Upgrades

Bootstrap pins every service to a specific Helm chart version in the platform stack's locals. Upgrading means: pull a newer bootstrap revision (or bump the versions yourself), re-run apply.sh, and let Argo CD reconcile.

There is no single helm upgrade agyn-platform step today — upgrades are stack-by-stack, service-by-service. A centralized umbrella chart at agynio/platform-charts is in preparation and will eventually replace per-service deployment in bootstrap; it is not used today.

Read the release notes

Every meaningful change to the bootstrap or to a platform service ships with notes on the relevant repository:

Bootstrap-level: agynio/bootstrap commits and releases.
Per-service: each agynio/<service> repository has its own releases.
Architecture changes are tracked in agynio/architecture under changes/.

Check them before upgrading.

Pre-upgrade checks

Take a fresh backup. See Operate → Backup & DR. At minimum: Postgres dumps + OpenFGA store export.
Drain agent workloads.
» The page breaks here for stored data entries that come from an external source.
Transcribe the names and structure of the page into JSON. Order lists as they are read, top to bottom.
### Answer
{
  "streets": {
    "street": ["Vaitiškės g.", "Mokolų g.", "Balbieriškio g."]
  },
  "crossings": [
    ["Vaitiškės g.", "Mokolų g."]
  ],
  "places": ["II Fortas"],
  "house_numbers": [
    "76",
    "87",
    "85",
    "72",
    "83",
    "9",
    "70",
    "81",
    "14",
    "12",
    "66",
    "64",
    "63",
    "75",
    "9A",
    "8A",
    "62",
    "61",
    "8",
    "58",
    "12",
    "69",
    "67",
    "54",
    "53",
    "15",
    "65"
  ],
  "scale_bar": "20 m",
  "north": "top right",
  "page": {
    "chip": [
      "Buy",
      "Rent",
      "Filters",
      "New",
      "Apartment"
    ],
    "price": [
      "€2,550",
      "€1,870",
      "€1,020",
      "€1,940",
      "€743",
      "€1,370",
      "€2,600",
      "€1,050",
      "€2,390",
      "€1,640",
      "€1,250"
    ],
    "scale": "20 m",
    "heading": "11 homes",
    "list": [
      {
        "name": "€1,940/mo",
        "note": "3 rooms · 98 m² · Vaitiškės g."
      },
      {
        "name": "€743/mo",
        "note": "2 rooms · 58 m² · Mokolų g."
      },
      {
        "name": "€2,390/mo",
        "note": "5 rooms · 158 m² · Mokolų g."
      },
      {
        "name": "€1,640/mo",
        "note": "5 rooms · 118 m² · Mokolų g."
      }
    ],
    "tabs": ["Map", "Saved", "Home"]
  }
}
New workloads shouldn't start during a service rollout. Either pause the Agents Orchestrator deployment or wait for a quiet period.
Note the current state. git rev-parse HEAD in the bootstrap clone, and helm list -A for service versions in the cluster.

Upgrade

shcd bootstrap
git pull
./apply.sh

apply.sh re-applies every stack. Each stack's Terraform compares its declared chart version against what's in the cluster:

Platform service charts: the platform stack updates Argo CD Application revisions. Argo CD pulls the new chart, applies it, and rolling-restarts the service. Each service runs its own DB migrations on startup.
Apps (Reminders, Telegram Connector, k8s-runner): the apps stack updates their Argo CD applications the same way.
Stacks that build CRDs or core infrastructure (Istio, OpenZiti, cert-manager): only re-applied if their versions changed in the corresponding stack.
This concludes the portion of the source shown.